[[ Records for this exercise open ]]
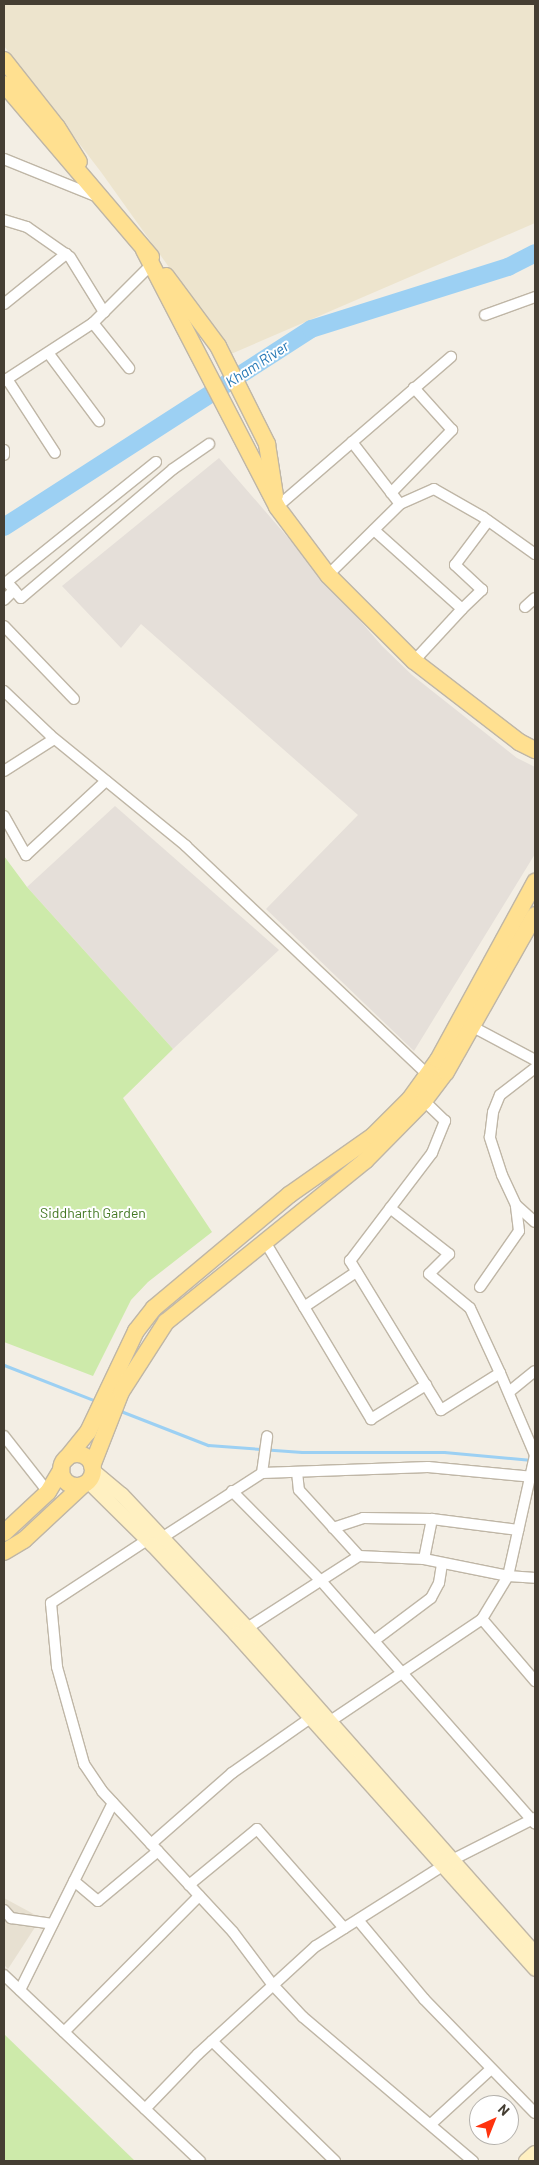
<!DOCTYPE html>
<style>
body{margin:0}
#map{position:relative;width:539px;height:2165px;overflow:hidden;background:#f3eee4;font-family:Barlow,sans-serif}
div>[style]{position:absolute}
[style*='--x']{left:calc(var(--x)*1px);top:calc(var(--y)*1px);width:calc(var(--w)*1px);rotate:calc(var(--a)*1deg)}
.residential>*{inset:0;background:#e7e0d1}
.industrial>*{inset:0;background:#e5dfd9}
.education>*{inset:0;background:#ede4cd}
.green>*{inset:0;background:#cdeaaa}
.stream>*{height:3px;margin:-1.5px;padding:0 1.5px;transform-origin:1.5px;border-radius:1.5px;background:#9cd0f3}
.river>*{height:18px;margin:-9px;padding:0 9px;transform-origin:9px;border-radius:9px;background:#9cd0f3}
.roads{filter:drop-shadow(1px 0 #bfb6a6) drop-shadow(-1px 0 #bfb6a6) drop-shadow(0 1px #bfb6a6) drop-shadow(0 -1px #bfb6a6)}
.street>*{height:10px;margin:-5px;padding:0 5px;transform-origin:5px;border-radius:5px;background:#fff}
.secondary>*{height:14px;margin:-7px;padding:0 7px;transform-origin:7px;border-radius:7px;background:#fff0c1}
.primary>*{height:16px;margin:-8px;padding:0 8px;transform-origin:8px;border-radius:8px;background:#ffe090}
.primary>.ring{margin:-8px;padding:0;box-sizing:content-box;background:none;border:16px solid #ffe090;border-radius:50%}
span{translate:-50% -50%;white-space:nowrap;text-align:center;line-height:1.15;-webkit-text-stroke:4px #fff;paint-order:stroke}
.park-label{font-size:14px;color:#447924}
.water-label{font-size:15px;color:#287ab6;font-style:italic}
.frame{position:absolute;inset:0;border:5px solid #453e33;pointer-events:none}
.north{position:absolute;left:469px;top:2095px;width:50px;height:50px;box-sizing:border-box;background:#fff;border:1px solid #b5b2ad;border-radius:50%;rotate:44deg;font-size:14px;font-weight:700;line-height:20px;text-align:center;color:#453e33}
.north::after{content:'';display:block;margin:auto;width:18px;height:22px;background:#ff330e;clip-path:polygon(50% 0,100% 100%,50% 72%,0 100%)}
</style>
<div id="map">
<div class="residential">
<i style="clip-path:polygon(4px 1898px,41px 1918px,8px 1969px,4px 1965px)"></i>
</div>
<div class="industrial">
<i style="clip-path:polygon(219px 458px,382px 646px,412px 675px,517px 758px,535px 767px,535px 854px,414px 1051px,266px 909px,358px 815px,141px 624px,121px 648px,62px 586px)"></i>
<i style="clip-path:polygon(115px 806px,279px 950px,173px 1049px,27px 887px)"></i>
</div>
<div class="education">
<i style="clip-path:polygon(4px 4px,535px 4px,535px 223px,231px 354px,101px 172px,4px 46px)"></i>
</div>
<div class="green">
<i style="clip-path:polygon(4px 856px,27px 887px,173px 1049px,123px 1098px,212px 1232px,148px 1282px,131px 1300px,93px 1376px,4px 1342px)"></i>
<i style="clip-path:polygon(4px 2034px,135px 2161px,4px 2161px)"></i>
</div>
<div class="stream">
<i style="--x:4;--y:1365;--w:99;--a:21.4"></i>
<i style="--x:118;--y:1410;--w:97;--a:21.3"></i>
<i style="--x:208;--y:1445;--w:94;--a:4.3"></i>
<i style="--x:302;--y:1452;--w:142;--a:0"></i>
<i style="--x:444;--y:1452;--w:88;--a:5.2"></i>
</div>
<div class="river">
<i style="--x:4;--y:527;--w:365;--a:-32.8"></i>
<i style="--x:311;--y:329;--w:207;--a:-17.5"></i>
<i style="--x:508;--y:267;--w:30;--a:-27"></i>
</div>
<div class="roads">
<div class="street">
<i style="--x:4;--y:159;--w:101;--a:22"></i>
<i style="--x:4;--y:220;--w:24;--a:17"></i>
<i style="--x:27;--y:227;--w:52;--a:34.9"></i>
<i style="--x:70;--y:257;--w:65;--a:58.3"></i>
<i style="--x:4;--y:304;--w:80;--a:-38.9"></i>
<i style="--x:485;--y:315;--w:53;--a:-19.8"></i>
<i style="--x:93;--y:323;--w:58;--a:51.3"></i>
<i style="--x:49;--y:354;--w:84;--a:53.3"></i>
<i style="--x:7;--y:379;--w:88;--a:57"></i>
<i style="--x:4;--y:381;--w:106;--a:-33.1"></i>
<i style="--x:93;--y:323;--w:83;--a:-45"></i>
<i style="--x:352;--y:442;--w:78;--a:52.3"></i>
<i style="--x:400;--y:504;--w:37;--a:-24"></i>
<i style="--x:434;--y:489;--w:56;--a:29.7"></i>
<i style="--x:483;--y:517;--w:64;--a:35.4"></i>
<i style="--x:4;--y:450;--w:5;--a:90"></i>
<i style="--x:156;--y:462;--w:191;--a:141.2"></i>
<i style="--x:7;--y:582;--w:21;--a:49"></i>
<i style="--x:21;--y:598;--w:199;--a:-40.3"></i>
<i style="--x:173;--y:469;--w:44;--a:-34.8"></i>
<i style="--x:391;--y:493;--w:88;--a:-45.9"></i>
<i style="--x:452;--y:430;--w:57;--a:-132.1"></i>
<i style="--x:277;--y:507;--w:230;--a:-40.8"></i>
<i style="--x:374;--y:530;--w:118;--a:41.9"></i>
<i style="--x:462;--y:609;--w:71;--a:132.7"></i>
<i style="--x:328;--y:575;--w:101;--a:-44.6"></i>
<i style="--x:4;--y:600;--w:14;--a:-45"></i>
<i style="--x:525;--y:607;--w:13;--a:-42"></i>
<i style="--x:462;--y:609;--w:28;--a:-44"></i>
<i style="--x:482;--y:590;--w:37;--a:-137"></i>
<i style="--x:455;--y:565;--w:55;--a:-53.1"></i>
<i style="--x:4;--y:626;--w:101;--a:46.2"></i>
<i style="--x:4;--y:691;--w:64;--a:43.7"></i>
<i style="--x:50;--y:735;--w:176;--a:39.2"></i>
<i style="--x:186;--y:846;--w:332;--a:43.4"></i>
<i style="--x:4;--y:771;--w:59;--a:-32.6"></i>
<i style="--x:4;--y:816;--w:45;--a:60.6"></i>
<i style="--x:26;--y:855;--w:109;--a:-42.8"></i>
<i style="--x:473;--y:1027;--w:70;--a:28"></i>
<i style="--x:516;--y:1205;--w:25;--a:42"></i>
<i style="--x:390;--y:1208;--w:75;--a:37.9"></i>
<i style="--x:449;--y:1254;--w:28;--a:135"></i>
<i style="--x:429;--y:1274;--w:53;--a:39.7"></i>
<i style="--x:470;--y:1308;--w:72;--a:65.2"></i>
<i style="--x:264;--y:1240;--w:209;--a:59.1"></i>
<i style="--x:371;--y:1419;--w:65;--a:-31.7"></i>
<i style="--x:480;--y:1287;--w:68;--a:-55.1"></i>
<i style="--x:519;--y:1231;--w:26;--a:-97"></i>
<i style="--x:516;--y:1205;--w:33;--a:-115"></i>
<i style="--x:502;--y:1175;--w:40;--a:-108"></i>
<i style="--x:490;--y:1137;--w:25;--a:-83"></i>
<i style="--x:493;--y:1112;--w:18;--a:-68"></i>
<i style="--x:500;--y:1095;--w:44;--a:-37.6"></i>
<i style="--x:304;--y:1307;--w:63;--a:-33.9"></i>
<i style="--x:509;--y:1392;--w:33;--a:-39"></i>
<i style="--x:4;--y:1436;--w:71;--a:51.8"></i>
<i style="--x:297;--y:1472;--w:18;--a:84"></i>
<i style="--x:299;--y:1490;--w:89;--a:47.7"></i>
<i style="--x:262;--y:1473;--w:37;--a:-82"></i>
<i style="--x:232;--y:1491;--w:128;--a:45.3"></i>
<i style="--x:322;--y:1582;--w:322;--a:48.6"></i>
<i style="--x:333;--y:1528;--w:32;--a:-18"></i>
<i style="--x:363;--y:1518;--w:69;--a:0.8"></i>
<i style="--x:432;--y:1519;--w:87;--a:7.3"></i>
<i style="--x:147;--y:1540;--w:115;--a:146.7"></i>
<i style="--x:51;--y:1603;--w:64;--a:84.6"></i>
<i style="--x:57;--y:1667;--w:101;--a:74.4"></i>
<i style="--x:84;--y:1764;--w:32;--a:56"></i>
<i style="--x:102;--y:1791;--w:192;--a:47.1"></i>
<i style="--x:233;--y:1932;--w:65;--a:53.1"></i>
<i style="--x:272;--y:1984;--w:45;--a:46.8"></i>
<i style="--x:303;--y:2017;--w:223;--a:40.3"></i>
<i style="--x:157;--y:1541;--w:125;--a:-32.9"></i>
<i style="--x:262;--y:1473;--w:166;--a:-2.1"></i>
<i style="--x:428;--y:1467;--w:106;--a:5.4"></i>
<i style="--x:424;--y:1559;--w:41;--a:-78.7"></i>
<i style="--x:482;--y:1619;--w:82;--a:49.5"></i>
<i style="--x:241;--y:1632;--w:140;--a:-32.8"></i>
<i style="--x:359;--y:1556;--w:65;--a:2.6"></i>
<i style="--x:424;--y:1559;--w:86;--a:11.4"></i>
<i style="--x:508;--y:1576;--w:27;--a:4"></i>
<i style="--x:375;--y:1640;--w:70;--a:-36.9"></i>
<i style="--x:431;--y:1598;--w:17;--a:-62"></i>
<i style="--x:439;--y:1583;--w:20;--a:-81"></i>
<i style="--x:329;--y:1722;--w:184;--a:-33.9"></i>
<i style="--x:482;--y:1619;--w:50;--a:-58.8"></i>
<i style="--x:508;--y:1576;--w:124;--a:-77.4"></i>
<i style="--x:535;--y:1455;--w:89;--a:-113.1"></i>
<i style="--x:500;--y:1373;--w:70;--a:147.9"></i>
<i style="--x:441;--y:1410;--w:175;--a:-121.4"></i>
<i style="--x:350;--y:1261;--w:136;--a:-52.8"></i>
<i style="--x:432;--y:1153;--w:35;--a:-68"></i>
<i style="--x:445;--y:1121;--w:29;--a:-136"></i>
<i style="--x:151;--y:1844;--w:108;--a:-41.2"></i>
<i style="--x:232;--y:1773;--w:94;--a:-35"></i>
<i style="--x:74;--y:1881;--w:31;--a:40"></i>
<i style="--x:98;--y:1901;--w:78;--a:-39.8"></i>
<i style="--x:189;--y:1885;--w:88;--a:-39.5"></i>
<i style="--x:257;--y:1829;--w:132;--a:48.7"></i>
<i style="--x:4;--y:1910;--w:11;--a:49"></i>
<i style="--x:11;--y:1918;--w:42;--a:8.1"></i>
<i style="--x:358;--y:1920;--w:103;--a:50.1"></i>
<i style="--x:424;--y:1999;--w:159;--a:45.8"></i>
<i style="--x:4;--y:1975;--w:270;--a:43.5"></i>
<i style="--x:20;--y:1990;--w:209;--a:-63.6"></i>
<i style="--x:64;--y:2032;--w:192;--a:-45.2"></i>
<i style="--x:212;--y:2041;--w:172;--a:44.3"></i>
<i style="--x:145;--y:2109;--w:76;--a:-46.1"></i>
<i style="--x:198;--y:2054;--w:160;--a:-42.5"></i>
<i style="--x:316;--y:1946;--w:161;--a:-32.3"></i>
<i style="--x:452;--y:1860;--w:93;--a:-26.8"></i>
<i style="--x:431;--y:2124;--w:81;--a:-42.5"></i>
</div>
<div class="secondary">
<i style="--x:92;--y:1470;--w:39;--a:40"></i>
<i style="--x:122;--y:1495;--w:183;--a:46.8"></i>
<i style="--x:247;--y:1628;--w:434;--a:48.5"></i>
<i style="--x:88;--y:1481;--w:91;--a:44.6"></i>
<i style="--x:153;--y:1545;--w:122;--a:47"></i>
<i style="--x:236;--y:1634;--w:449;--a:48.2"></i>
<i style="--x:526;--y:2161;--w:12;--a:-42"></i>
</div>
<div class="primary">
<i style="--x:4;--y:60;--w:85;--a:51.7"></i>
<i style="--x:57;--y:127;--w:41;--a:57.8"></i>
<i style="--x:4;--y:84;--w:227;--a:49.6"></i>
<i style="--x:144;--y:250;--w:289;--a:62.6"></i>
<i style="--x:277;--y:507;--w:85;--a:53.1"></i>
<i style="--x:328;--y:575;--w:122;--a:45"></i>
<i style="--x:414;--y:661;--w:133;--a:37.6"></i>
<i style="--x:519;--y:742;--w:18;--a:27"></i>
<i style="--x:166;--y:276;--w:87;--a:53.4"></i>
<i style="--x:218;--y:346;--w:110;--a:63.4"></i>
<i style="--x:267;--y:444;--w:52;--a:81.1"></i>
<i class="ring" style="left:61px;top:1454px;width:16px;height:16px"></i>
<i style="--x:66;--y:1459;--w:35;--a:-51"></i>
<i style="--x:88;--y:1432;--w:112;--a:-64.6"></i>
<i style="--x:136;--y:1331;--w:29;--a:-52"></i>
<i style="--x:154;--y:1308;--w:176;--a:-39.9"></i>
<i style="--x:289;--y:1195;--w:103;--a:-35.1"></i>
<i style="--x:373;--y:1136;--w:52;--a:-45"></i>
<i style="--x:410;--y:1099;--w:48;--a:-54.3"></i>
<i style="--x:438;--y:1060;--w:203;--a:-61.4"></i>
<i style="--x:92;--y:1466;--w:79;--a:-68.6"></i>
<i style="--x:121;--y:1392;--w:83;--a:-57.3"></i>
<i style="--x:166;--y:1322;--w:256;--a:-39"></i>
<i style="--x:365;--y:1161;--w:84;--a:-45.5"></i>
<i style="--x:424;--y:1101;--w:36;--a:-53"></i>
<i style="--x:446;--y:1072;--w:180;--a:-60.5"></i>
<i style="--x:4;--y:1533;--w:60;--a:-43"></i>
<i style="--x:48;--y:1492;--w:26;--a:-59"></i>
<i style="--x:4;--y:1552;--w:23;--a:-31"></i>
<i style="--x:24;--y:1540;--w:81;--a:-43"></i>
</div>
</div>
<div class="park-label">
<span style="left:93px;top:1213px">Siddharth Garden</span>
</div>
<div class="water-label">
<span style="left:257px;top:364px;rotate:-33deg">Kham River</span>
</div>
<div class="frame"></div>
<div class="north">N</div>
</div>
[[ Records for this exercise closed ]]
• **Assignment**:
Filter the records, keeping only lines that contain "roads", and show those lines.

• **Response to the exercise**:
.roads{filter:drop-shadow(1px 0 #bfb6a6) drop-shadow(-1px 0 #bfb6a6) drop-shadow(0 1px #bfb6a6) drop-shadow(0 -1px #bfb6a6)}
<div class="roads">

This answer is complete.